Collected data
------------------------------------------------------------

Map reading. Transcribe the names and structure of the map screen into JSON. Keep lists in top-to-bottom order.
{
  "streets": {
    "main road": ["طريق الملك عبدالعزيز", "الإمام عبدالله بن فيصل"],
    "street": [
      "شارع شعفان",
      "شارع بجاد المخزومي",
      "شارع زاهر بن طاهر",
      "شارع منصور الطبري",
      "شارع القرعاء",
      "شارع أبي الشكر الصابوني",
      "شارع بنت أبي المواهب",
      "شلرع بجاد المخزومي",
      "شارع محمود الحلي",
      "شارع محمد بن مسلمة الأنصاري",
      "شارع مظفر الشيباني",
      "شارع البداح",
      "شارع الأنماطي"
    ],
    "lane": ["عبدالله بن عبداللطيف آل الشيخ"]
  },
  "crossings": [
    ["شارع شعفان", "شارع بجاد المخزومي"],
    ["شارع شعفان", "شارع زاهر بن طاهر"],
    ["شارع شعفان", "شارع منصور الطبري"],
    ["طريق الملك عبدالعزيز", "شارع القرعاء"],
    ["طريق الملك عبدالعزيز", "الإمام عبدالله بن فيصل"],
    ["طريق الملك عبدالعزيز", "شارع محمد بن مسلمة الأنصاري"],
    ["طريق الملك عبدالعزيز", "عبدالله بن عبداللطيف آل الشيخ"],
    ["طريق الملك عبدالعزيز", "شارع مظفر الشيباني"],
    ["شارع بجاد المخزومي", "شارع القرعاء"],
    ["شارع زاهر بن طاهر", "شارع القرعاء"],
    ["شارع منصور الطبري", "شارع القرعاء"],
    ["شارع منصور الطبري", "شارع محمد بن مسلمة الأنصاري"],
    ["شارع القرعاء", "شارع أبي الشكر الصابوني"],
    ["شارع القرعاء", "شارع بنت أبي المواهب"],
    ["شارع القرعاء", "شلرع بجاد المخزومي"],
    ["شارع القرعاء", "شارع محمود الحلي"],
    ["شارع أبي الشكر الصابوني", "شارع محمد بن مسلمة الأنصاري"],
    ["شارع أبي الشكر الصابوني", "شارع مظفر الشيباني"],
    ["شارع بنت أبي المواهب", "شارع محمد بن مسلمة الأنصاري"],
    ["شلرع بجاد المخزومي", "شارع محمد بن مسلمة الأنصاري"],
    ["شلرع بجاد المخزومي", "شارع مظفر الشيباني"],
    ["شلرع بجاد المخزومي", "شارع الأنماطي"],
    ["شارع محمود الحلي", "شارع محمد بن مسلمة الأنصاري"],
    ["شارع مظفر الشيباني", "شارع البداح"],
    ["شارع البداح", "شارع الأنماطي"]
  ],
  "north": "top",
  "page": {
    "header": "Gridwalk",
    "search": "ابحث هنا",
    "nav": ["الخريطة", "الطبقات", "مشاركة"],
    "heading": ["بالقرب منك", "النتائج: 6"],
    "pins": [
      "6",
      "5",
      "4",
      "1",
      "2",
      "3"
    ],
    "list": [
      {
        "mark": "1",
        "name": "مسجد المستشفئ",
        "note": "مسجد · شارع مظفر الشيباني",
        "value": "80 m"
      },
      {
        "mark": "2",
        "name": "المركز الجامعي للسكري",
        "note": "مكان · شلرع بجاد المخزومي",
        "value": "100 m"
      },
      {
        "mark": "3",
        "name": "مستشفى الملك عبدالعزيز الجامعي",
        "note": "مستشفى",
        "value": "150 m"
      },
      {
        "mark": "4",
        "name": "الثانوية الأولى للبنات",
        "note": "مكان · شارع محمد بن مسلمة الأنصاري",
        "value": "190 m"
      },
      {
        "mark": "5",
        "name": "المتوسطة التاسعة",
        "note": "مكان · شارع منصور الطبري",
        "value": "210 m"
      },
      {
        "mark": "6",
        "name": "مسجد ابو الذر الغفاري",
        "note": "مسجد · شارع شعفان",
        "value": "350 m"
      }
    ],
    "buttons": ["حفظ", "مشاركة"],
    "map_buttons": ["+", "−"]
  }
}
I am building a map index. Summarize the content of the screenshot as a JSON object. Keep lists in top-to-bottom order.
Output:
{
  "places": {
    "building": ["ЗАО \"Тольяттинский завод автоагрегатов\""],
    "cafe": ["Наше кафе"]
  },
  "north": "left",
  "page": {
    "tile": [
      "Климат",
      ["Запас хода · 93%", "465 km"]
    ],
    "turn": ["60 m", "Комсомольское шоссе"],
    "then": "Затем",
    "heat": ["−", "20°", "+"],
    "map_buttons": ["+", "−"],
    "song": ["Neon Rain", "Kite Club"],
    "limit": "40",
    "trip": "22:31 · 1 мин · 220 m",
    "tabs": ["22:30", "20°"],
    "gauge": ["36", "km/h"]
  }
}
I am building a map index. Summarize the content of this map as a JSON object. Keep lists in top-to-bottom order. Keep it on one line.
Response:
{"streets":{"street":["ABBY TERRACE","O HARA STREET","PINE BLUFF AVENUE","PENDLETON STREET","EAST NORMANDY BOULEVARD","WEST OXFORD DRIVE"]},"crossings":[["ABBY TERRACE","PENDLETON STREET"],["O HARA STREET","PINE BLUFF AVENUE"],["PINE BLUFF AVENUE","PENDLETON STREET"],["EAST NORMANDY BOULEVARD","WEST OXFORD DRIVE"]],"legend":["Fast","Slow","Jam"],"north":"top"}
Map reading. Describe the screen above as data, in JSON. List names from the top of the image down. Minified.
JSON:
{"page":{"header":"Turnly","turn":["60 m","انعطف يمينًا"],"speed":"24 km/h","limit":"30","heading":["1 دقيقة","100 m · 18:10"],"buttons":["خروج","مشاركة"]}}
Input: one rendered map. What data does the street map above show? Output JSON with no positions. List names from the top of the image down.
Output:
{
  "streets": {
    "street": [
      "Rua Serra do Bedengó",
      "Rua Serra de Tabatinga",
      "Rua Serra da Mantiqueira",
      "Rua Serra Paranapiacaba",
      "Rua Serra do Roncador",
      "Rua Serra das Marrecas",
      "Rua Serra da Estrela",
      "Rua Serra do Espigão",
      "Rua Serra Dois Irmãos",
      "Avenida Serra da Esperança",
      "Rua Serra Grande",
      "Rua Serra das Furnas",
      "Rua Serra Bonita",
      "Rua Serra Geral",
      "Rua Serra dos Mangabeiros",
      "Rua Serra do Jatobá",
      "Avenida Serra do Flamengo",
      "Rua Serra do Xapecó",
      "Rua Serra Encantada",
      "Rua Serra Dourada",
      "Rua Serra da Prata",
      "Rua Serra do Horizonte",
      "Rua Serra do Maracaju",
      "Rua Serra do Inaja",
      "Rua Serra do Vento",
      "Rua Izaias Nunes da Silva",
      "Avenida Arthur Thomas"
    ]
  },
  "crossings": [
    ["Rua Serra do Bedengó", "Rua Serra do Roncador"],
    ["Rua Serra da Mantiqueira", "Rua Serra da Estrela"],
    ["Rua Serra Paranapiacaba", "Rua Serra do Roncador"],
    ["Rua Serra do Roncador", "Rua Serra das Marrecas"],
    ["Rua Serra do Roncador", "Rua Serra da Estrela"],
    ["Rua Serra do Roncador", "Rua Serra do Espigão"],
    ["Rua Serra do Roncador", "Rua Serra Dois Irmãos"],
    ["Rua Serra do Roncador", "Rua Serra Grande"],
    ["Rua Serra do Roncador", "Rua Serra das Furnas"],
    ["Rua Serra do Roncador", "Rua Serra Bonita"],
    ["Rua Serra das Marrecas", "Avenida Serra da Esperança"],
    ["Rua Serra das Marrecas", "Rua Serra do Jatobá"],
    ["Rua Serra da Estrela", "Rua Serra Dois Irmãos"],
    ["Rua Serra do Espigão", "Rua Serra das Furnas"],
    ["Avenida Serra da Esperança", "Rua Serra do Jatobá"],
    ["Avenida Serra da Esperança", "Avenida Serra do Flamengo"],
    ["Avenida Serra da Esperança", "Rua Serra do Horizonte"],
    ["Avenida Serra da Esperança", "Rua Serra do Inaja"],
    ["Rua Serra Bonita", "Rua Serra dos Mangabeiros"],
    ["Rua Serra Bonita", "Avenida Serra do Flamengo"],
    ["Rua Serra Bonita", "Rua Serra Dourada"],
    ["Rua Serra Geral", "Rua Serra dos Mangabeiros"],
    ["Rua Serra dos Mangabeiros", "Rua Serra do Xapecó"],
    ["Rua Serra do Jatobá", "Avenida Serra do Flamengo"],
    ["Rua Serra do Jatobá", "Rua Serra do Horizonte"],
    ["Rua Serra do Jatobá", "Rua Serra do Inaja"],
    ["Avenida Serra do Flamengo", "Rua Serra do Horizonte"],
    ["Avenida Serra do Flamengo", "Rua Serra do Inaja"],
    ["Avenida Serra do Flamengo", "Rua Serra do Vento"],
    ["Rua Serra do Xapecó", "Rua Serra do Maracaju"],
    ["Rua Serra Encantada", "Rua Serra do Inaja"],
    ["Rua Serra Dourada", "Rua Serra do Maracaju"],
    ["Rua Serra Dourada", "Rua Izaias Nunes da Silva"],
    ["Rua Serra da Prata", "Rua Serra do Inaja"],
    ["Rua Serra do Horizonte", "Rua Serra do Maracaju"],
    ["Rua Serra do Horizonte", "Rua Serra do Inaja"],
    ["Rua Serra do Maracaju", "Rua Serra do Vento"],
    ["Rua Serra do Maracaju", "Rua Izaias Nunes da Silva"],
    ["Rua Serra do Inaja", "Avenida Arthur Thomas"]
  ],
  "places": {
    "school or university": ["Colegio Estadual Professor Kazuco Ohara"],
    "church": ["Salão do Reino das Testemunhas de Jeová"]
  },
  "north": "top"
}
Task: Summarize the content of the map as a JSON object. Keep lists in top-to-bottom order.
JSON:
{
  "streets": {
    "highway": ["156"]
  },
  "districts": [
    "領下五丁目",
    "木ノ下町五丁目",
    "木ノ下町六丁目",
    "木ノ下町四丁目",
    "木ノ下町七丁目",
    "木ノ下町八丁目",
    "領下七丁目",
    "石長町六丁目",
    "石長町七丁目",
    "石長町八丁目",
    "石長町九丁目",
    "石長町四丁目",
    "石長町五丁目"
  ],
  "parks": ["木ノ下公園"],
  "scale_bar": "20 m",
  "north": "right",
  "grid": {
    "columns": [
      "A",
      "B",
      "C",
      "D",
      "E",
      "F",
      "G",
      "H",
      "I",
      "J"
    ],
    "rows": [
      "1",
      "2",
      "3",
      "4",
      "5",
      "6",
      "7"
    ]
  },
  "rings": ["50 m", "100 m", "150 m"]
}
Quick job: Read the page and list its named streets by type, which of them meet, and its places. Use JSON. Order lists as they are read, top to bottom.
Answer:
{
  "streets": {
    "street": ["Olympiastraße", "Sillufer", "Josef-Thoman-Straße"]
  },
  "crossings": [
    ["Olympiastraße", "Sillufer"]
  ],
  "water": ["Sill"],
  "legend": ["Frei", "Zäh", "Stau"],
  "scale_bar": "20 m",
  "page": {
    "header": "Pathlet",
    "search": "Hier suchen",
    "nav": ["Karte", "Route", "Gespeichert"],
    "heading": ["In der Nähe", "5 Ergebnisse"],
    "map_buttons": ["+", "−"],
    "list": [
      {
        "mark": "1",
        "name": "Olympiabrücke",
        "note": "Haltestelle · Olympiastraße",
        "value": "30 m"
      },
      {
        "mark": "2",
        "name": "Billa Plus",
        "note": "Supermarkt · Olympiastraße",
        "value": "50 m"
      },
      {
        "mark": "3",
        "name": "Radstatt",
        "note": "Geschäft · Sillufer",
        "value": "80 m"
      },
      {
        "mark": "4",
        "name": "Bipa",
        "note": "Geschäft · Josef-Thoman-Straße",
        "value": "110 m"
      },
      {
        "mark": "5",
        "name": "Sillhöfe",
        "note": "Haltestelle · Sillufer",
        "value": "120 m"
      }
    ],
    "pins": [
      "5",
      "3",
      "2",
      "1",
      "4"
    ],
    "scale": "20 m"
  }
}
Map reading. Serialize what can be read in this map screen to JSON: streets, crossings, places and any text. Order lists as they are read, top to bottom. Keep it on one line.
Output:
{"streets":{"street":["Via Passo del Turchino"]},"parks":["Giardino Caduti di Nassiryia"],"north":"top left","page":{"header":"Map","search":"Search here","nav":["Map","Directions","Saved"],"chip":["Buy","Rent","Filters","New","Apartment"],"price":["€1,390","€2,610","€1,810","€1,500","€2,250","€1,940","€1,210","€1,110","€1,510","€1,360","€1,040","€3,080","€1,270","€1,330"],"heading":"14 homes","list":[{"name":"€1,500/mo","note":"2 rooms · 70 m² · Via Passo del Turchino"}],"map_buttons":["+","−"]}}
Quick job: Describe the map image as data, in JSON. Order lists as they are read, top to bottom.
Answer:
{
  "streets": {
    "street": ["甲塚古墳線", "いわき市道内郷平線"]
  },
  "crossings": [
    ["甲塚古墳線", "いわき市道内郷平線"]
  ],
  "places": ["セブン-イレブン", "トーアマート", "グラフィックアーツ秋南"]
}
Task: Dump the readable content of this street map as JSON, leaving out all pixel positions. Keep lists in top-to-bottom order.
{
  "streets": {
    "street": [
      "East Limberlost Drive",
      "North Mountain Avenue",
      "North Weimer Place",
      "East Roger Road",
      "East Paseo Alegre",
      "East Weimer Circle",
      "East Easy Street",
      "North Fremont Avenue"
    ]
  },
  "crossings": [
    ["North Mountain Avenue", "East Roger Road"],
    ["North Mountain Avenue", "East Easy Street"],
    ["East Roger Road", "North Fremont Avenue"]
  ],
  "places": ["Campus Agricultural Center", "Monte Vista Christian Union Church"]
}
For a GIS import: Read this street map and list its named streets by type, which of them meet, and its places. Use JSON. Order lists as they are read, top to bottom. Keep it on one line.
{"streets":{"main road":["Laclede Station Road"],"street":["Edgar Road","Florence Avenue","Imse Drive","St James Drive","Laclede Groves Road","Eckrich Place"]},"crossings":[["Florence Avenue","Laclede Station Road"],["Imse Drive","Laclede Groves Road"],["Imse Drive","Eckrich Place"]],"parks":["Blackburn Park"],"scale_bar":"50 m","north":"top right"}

------------------------------------------------------------

- REQUIREMENT -
If the word "عبدالعزيز" appears in a line above, copy that line.

- RESPONSE -
    "main road": ["طريق الملك عبدالعزيز", "الإمام عبدالله بن فيصل"],
    ["طريق الملك عبدالعزيز", "شارع القرعاء"],
    ["طريق الملك عبدالعزيز", "الإمام عبدالله بن فيصل"],
    ["طريق الملك عبدالعزيز", "شارع محمد بن مسلمة الأنصاري"],
    ["طريق الملك عبدالعزيز", "عبدالله بن عبداللطيف آل الشيخ"],
    ["طريق الملك عبدالعزيز", "شارع مظفر الشيباني"],
        "name": "مستشفى الملك عبدالعزيز الجامعي",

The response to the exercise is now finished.